French artist, acknowledged as the master of drawing the human figure in motion. Degas worked in many mediums, preferring pastel to all others. No artist has ever been more closely associated with images of dancers than Edgar Degas; more than half of his vast output of paintings, drawings, and sculptures is devoted to the activities of the ballet dancers and dance students of late 19th-century Paris.
The art of Degas reflects a concern for the psychology of movement and expression and the harmony of line and continuity of contour. These characteristics set Degas apart from the other impressionist painters, although he took part in all but one of the 8 impressionist exhibitions between 1874 and 1886.

Born Hilaire-Germain-Edgar Degas on July 19, 1834, in Paris, France. A member of an upper-class family (his father was a banker), Degas was originally intended to practice law, which he studied for a time after finishing secondary school. In 1855, however, he enrolled at the famous École des Beaux-Arts, or School of Fine Arts, in Paris, where he studied under Louis Lamothe, a pupil of the classical painter Jean-Auguste-Dominique Ingres.

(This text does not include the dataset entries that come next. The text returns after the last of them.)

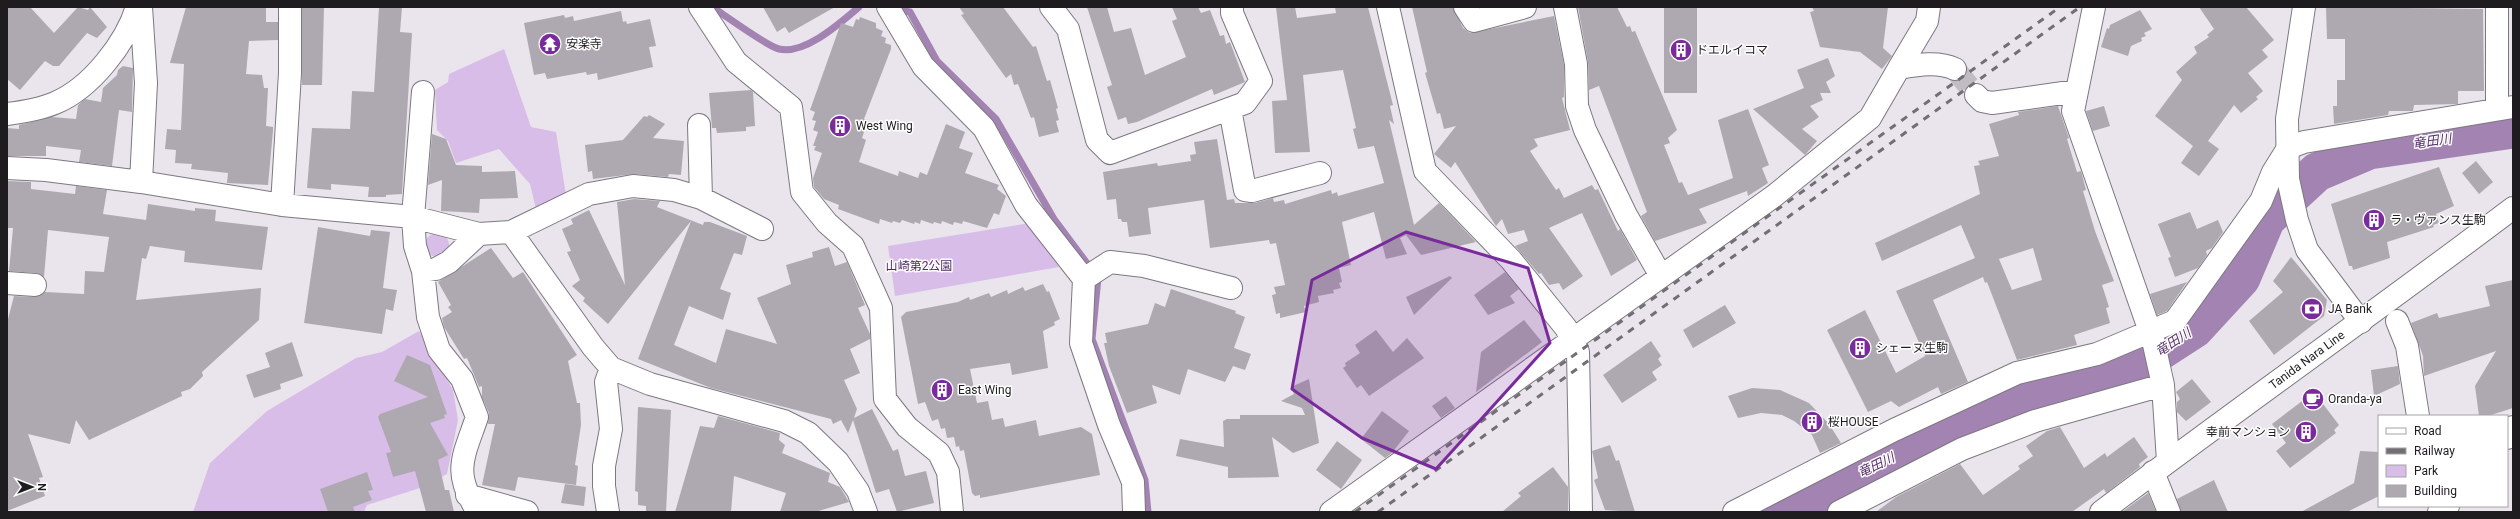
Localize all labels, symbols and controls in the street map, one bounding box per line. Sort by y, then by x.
temple icon: 安楽寺 [537,31,563,57]
place label: 安楽寺 [566,37,602,51]
building icon: ドエルイコマ [1668,37,1694,63]
place label: ドエルイコマ [1696,43,1768,57]
building icon: West Wing [827,113,853,139]
place label: West Wing [856,119,913,133]
water label: 竜田川 [2412,131,2454,151]
building icon: ラ・ヴァンス生駒 [2361,207,2387,233]
place label: ラ・ヴァンス生駒 [2390,213,2486,227]
park label: 山崎第2公園 [886,259,952,273]
bank icon: JA Bank [2299,296,2325,322]
place label: JA Bank [2328,302,2373,316]
water label: 竜田川 [2153,324,2195,359]
street label: Tanida Nara Line [2267,328,2347,392]
building icon: シェーヌ生駒 [1847,335,1873,361]
place label: シェーヌ生駒 [1876,341,1948,355]
building icon: East Wing [929,377,955,403]
place label: East Wing [958,383,1011,397]
cafe icon: Oranda-ya [2300,386,2326,412]
place label: Oranda-ya [2328,392,2382,406]
building icon: 桜HOUSE [1799,409,1825,435]
place label: 桜HOUSE [1828,415,1879,429]
legend [2378,415,2508,507]
building icon: 幸前マンション [2293,419,2319,445]
text: Road [2414,424,2442,438]
place label: 幸前マンション [2206,425,2290,439]
text: Railway [2414,444,2455,458]
water label: 竜田川 [1855,449,1899,480]
text: Park [2414,464,2439,478]
north arrow [12,467,52,507]
text: N [35,483,48,491]
text: Building [2414,484,2457,498]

In order to supplement his art studies, Degas traveled extensively, including trips to Naples, Florence, and Rome (where he lived for three years), in order to observe and copy the works of such Renaissance masters as Sandro Botticelli, Andrea Mantegna, and Nicolas Poussin. From his early classical education, Degas learned a good deal about drawing figures, a skill he used to complete some impressive family portraits before 1860, notably The Belleli Family (1859).
In 1861, Degas returned to Paris, where he executed several "history paintings," or works with historical or Biblical themes, which were then the most sought-after paintings by serious art patrons and particularly the prestigious state-run art show, the Salon, held each year in Paris. He also began copying works by the Old Masters from the Louvre, which he would continue doing for many years. With his historical paintings (including 1861's Daughter of Jephthah, based on an incident from the Old Testament) and his finely-wrought portraits of friends, family members, and clients, the young Degas quickly established a reputation among French art circles and never suffered from the financial problems that plagued many of his contemporaries.

Sometime in the 1870s, Degas began to suffer a loss of vision, which limited his ability to work. He began increasingly to work as a sculptor, producing bronze statues of horses and ballet dancers, among other subjects. A number of his sculptures, including Little Dancer of Fourteen Years (1880-81), were figures dressed in real costumes, and many of them captured the moment of transition between one position to another, giving the statues a real sense of immediacy and motion.
As Degas' eyesight grew worse, he became an increasingly reclusive and eccentric figure. In the last years of his life, he was almost totally blind. Edgar Degas in Paris on 27 September, 1917 and is buried in the Cimetière de Montmartre, Paris, France, leaving behind in his studio an important collection of drawings and paintings by his contemporaries as well as a number of statues crafted in wax and metal, which were cast in bronze after his death.